Instead of actually producing anything over the past few months, I've been instead trying to find the perfect system for producing web content. This is, of course, my way to procrastinate. I get to play with a bunch of different technologies, learn a bunch of stuff, write a bunch of code and at the end I actually don't have anything accomplished. However, finally, I think I may have stumbled upon the system I've been looking for and I'll explain it here.

First you have to understand my opinions about web development. Doing web dev is not brain surgery. What you're doing is simply reading data from a database and formatting to present it to a browser, maybe taking some data given to you sometimes and popping it back in the db. That's it. Everything else is just abstractions from this basic data read/write paradigm. And that's the stuff that drives me crazy: abstractions.

Russell's #1 rule for app development: For every layer that you put in between you and your data you better have a damn good reason.

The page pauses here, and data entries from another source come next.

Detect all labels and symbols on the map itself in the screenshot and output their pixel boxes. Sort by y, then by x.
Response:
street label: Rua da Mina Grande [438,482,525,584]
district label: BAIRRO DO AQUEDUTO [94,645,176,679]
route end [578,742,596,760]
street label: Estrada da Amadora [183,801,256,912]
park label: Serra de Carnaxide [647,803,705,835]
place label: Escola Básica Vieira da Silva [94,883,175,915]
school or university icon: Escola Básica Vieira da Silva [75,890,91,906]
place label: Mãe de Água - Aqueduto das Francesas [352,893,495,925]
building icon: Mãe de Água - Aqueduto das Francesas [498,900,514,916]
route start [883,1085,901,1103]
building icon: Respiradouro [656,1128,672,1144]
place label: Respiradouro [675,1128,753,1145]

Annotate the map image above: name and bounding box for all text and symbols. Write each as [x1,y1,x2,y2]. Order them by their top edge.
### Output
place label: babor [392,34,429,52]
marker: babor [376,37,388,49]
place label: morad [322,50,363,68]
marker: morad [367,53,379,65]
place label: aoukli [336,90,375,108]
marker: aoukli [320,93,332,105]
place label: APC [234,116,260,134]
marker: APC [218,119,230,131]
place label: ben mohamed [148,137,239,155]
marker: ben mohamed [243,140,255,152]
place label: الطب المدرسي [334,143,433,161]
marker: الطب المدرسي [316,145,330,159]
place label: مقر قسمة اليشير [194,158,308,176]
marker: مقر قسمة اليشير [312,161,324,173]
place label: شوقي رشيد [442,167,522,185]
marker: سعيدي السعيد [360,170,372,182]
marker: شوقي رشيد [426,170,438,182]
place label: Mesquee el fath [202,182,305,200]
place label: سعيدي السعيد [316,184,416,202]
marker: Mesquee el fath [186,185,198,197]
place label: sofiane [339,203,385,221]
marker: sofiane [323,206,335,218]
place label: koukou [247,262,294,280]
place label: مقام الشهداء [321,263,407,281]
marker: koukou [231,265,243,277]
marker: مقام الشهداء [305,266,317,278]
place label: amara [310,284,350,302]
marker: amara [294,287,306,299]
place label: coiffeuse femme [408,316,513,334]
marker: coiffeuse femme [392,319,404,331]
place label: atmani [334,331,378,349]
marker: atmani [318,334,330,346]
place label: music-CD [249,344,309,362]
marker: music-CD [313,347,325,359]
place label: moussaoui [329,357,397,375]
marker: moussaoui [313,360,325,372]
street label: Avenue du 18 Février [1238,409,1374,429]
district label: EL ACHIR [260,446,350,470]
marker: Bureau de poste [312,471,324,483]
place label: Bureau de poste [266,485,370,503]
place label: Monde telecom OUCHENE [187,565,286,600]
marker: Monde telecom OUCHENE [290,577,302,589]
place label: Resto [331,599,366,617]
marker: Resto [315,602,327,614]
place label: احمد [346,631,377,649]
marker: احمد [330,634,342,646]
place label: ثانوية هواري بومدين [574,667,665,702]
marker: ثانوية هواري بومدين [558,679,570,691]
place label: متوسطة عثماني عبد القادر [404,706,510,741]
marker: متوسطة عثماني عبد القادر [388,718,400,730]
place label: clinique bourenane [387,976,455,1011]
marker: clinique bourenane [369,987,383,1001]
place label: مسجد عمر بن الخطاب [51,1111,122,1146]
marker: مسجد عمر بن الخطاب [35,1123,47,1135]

However, that said, there are some good reasons out there. Slapping all your code into .jsp pages is definitely not great from a maintenance standpoint at all. My website has survived some decent size blasts from Slashdot, Wired News and averages over 750,000 hits a month so it's not a bad way of doing things from a performance standpoint (as many people on the current MVC bandwagons would lead you to believe) but JSP can quickly turn into spaghetti code. So there's one reason for putting a layer on your website: Separating out your presentation from your logic.

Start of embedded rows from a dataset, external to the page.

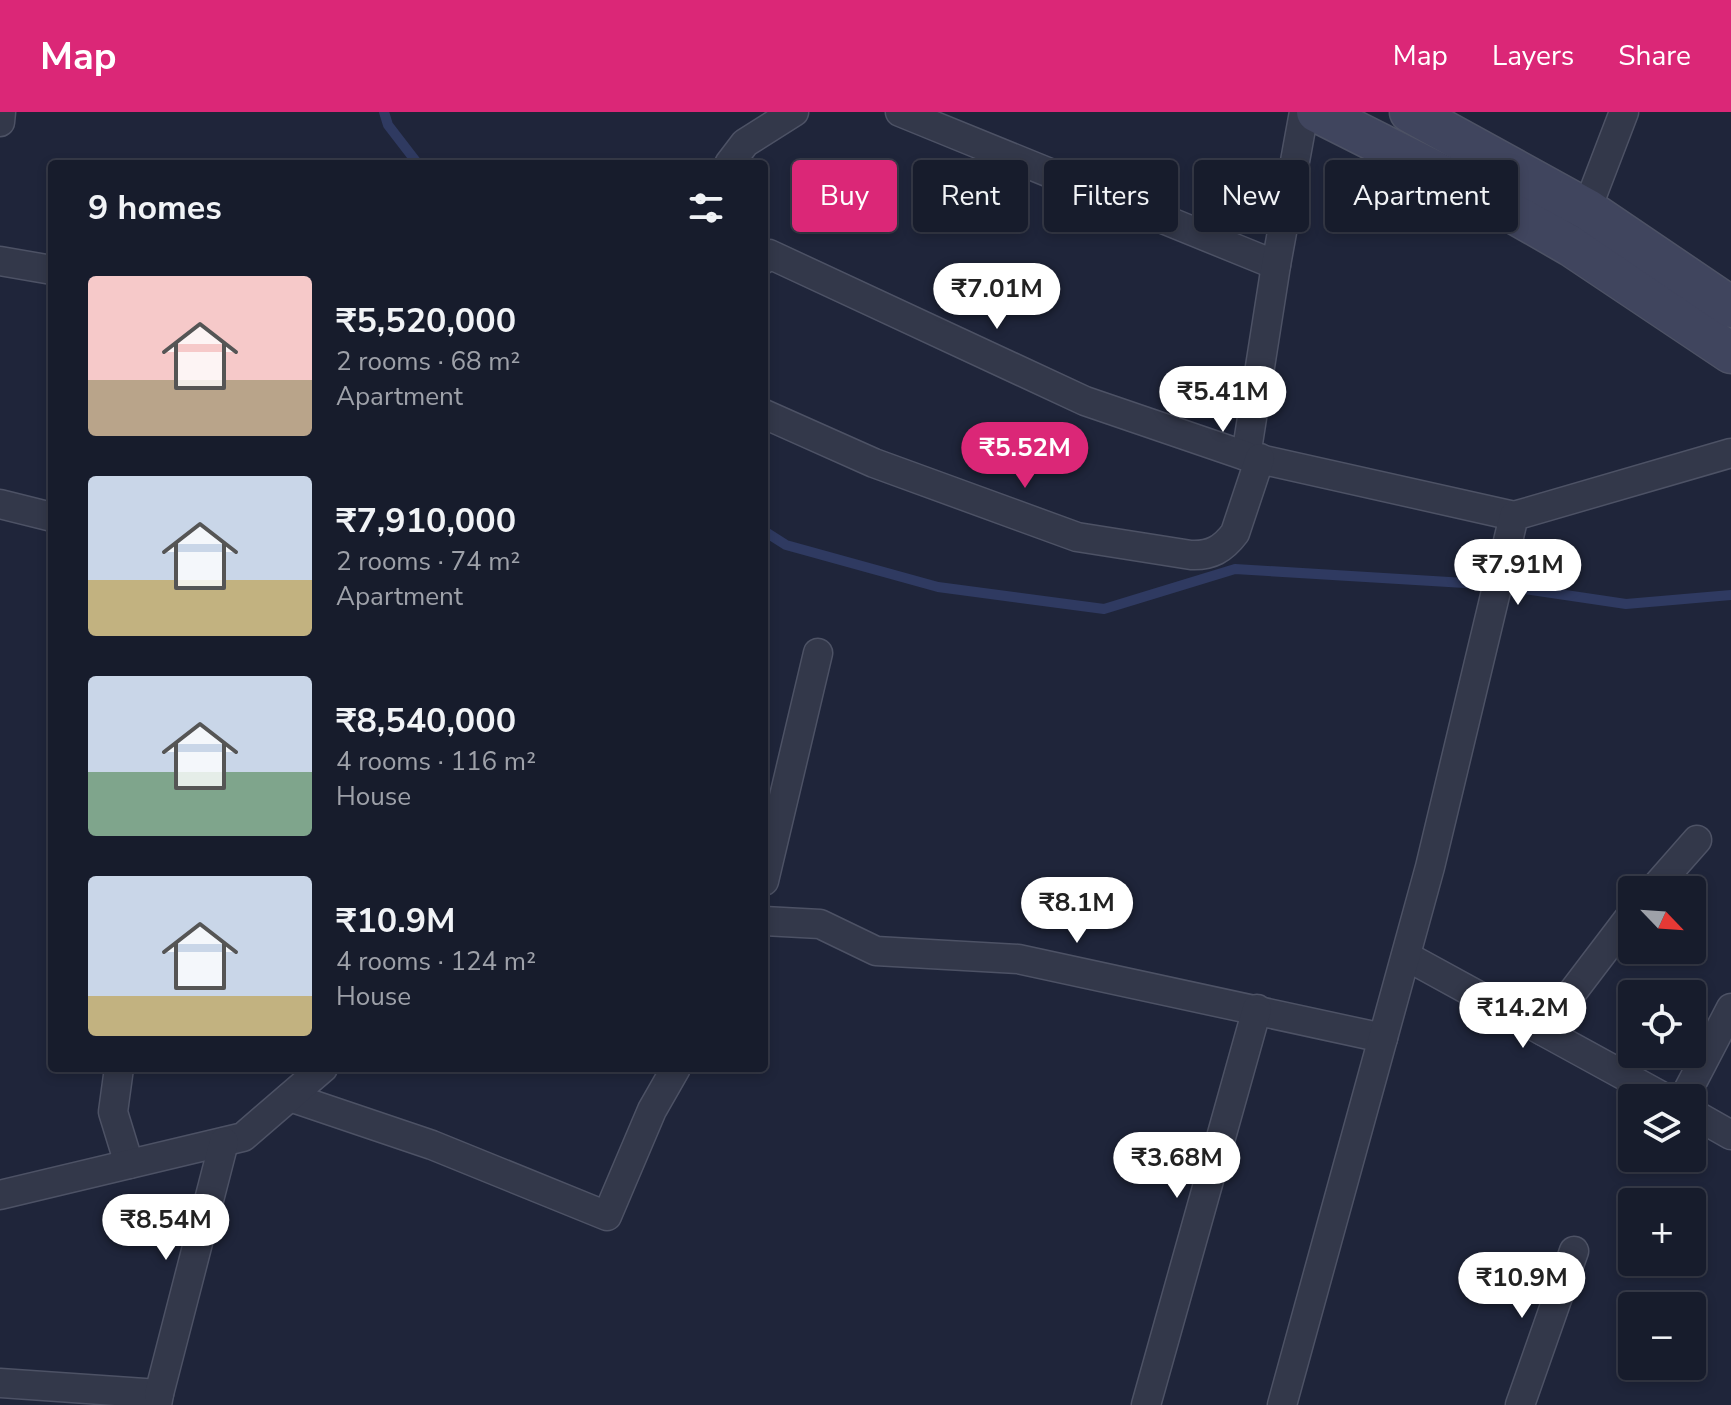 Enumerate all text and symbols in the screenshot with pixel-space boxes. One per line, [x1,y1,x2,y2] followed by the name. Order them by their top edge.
[40,31,117,82] text: Map
[1393,37,1448,75] text: Map
[1492,37,1574,75] text: Layers
[1618,37,1691,75] text: Share
[792,160,897,232] chip: Buy
[913,160,1028,232] chip: Rent
[1044,160,1178,232] chip: Filters
[1194,160,1309,232] chip: New
[1325,160,1518,232] chip: Apartment
[88,185,222,231] text: 9 homes
[684,186,728,230] icon: filters
[932,263,1062,331] pin: ₹7.01M
[951,271,1043,306] text: ₹7.01M
[336,298,516,344] text: ₹5,520,000
[152,308,248,404] icon: home
[336,344,520,379] text: 2 rooms · 68 m²
[1158,366,1288,434] pin: ₹5.41M
[1177,374,1269,409] text: ₹5.41M
[336,379,463,414] text: Apartment
[960,422,1090,490] pin: ₹5.52M
[979,430,1071,465] text: ₹5.52M
[336,498,516,544] text: ₹7,910,000
[152,508,248,604] icon: home
[1453,539,1583,607] pin: ₹7.91M
[336,544,520,579] text: 2 rooms · 74 m²
[1472,547,1564,582] text: ₹7.91M
[336,579,463,614] text: Apartment
[336,698,516,744] text: ₹8,540,000
[152,708,248,804] icon: home
[336,744,536,779] text: 4 rooms · 116 m²
[336,779,411,814] text: House
[1618,876,1706,964] north arrow
[1618,876,1706,1380] map controls
[1021,877,1133,945] pin: ₹8.1M
[1039,885,1115,920] text: ₹8.1M
[336,898,456,944] text: ₹10.9M
[152,908,248,1004] icon: home
[336,944,536,979] text: 4 rooms · 124 m²
[336,979,411,1014] text: House
[1618,980,1706,1068] button: locate
[1458,982,1588,1050] pin: ₹14.2M
[1477,990,1569,1025] text: ₹14.2M
[1618,1084,1706,1172] button: layers
[1112,1132,1242,1200] pin: ₹3.68M
[1131,1140,1223,1175] text: ₹3.68M
[1618,1188,1706,1276] button: +
[101,1194,231,1262] pin: ₹8.54M
[120,1202,212,1237] text: ₹8.54M
[1457,1252,1587,1320] pin: ₹10.9M
[1476,1260,1568,1295] text: ₹10.9M
[1618,1292,1706,1380] button: −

For this, I decided I'm just using Struts. Why? Because it has been blessed by Sun and it has an incredible amount of docs and support. There's like, what, 5 books, endless numbers of websites and constant work being done to improve it. I'm not Struts biggest fan, but I got it to work like I wanted it to with some tweaking so I'm sticking with it. I looked at developing my own simplified MVC, at JPublish, Cocoon and various Python systems, but decided in the end that Struts did what I needed it to do and for the most part got out of my way, so I went that way. There's a lot to be said for standards and Struts is becoming the MVC standard. (Don't jaw at me about WebWork. I looked at it and it just had *too many abstractions*. Bad.)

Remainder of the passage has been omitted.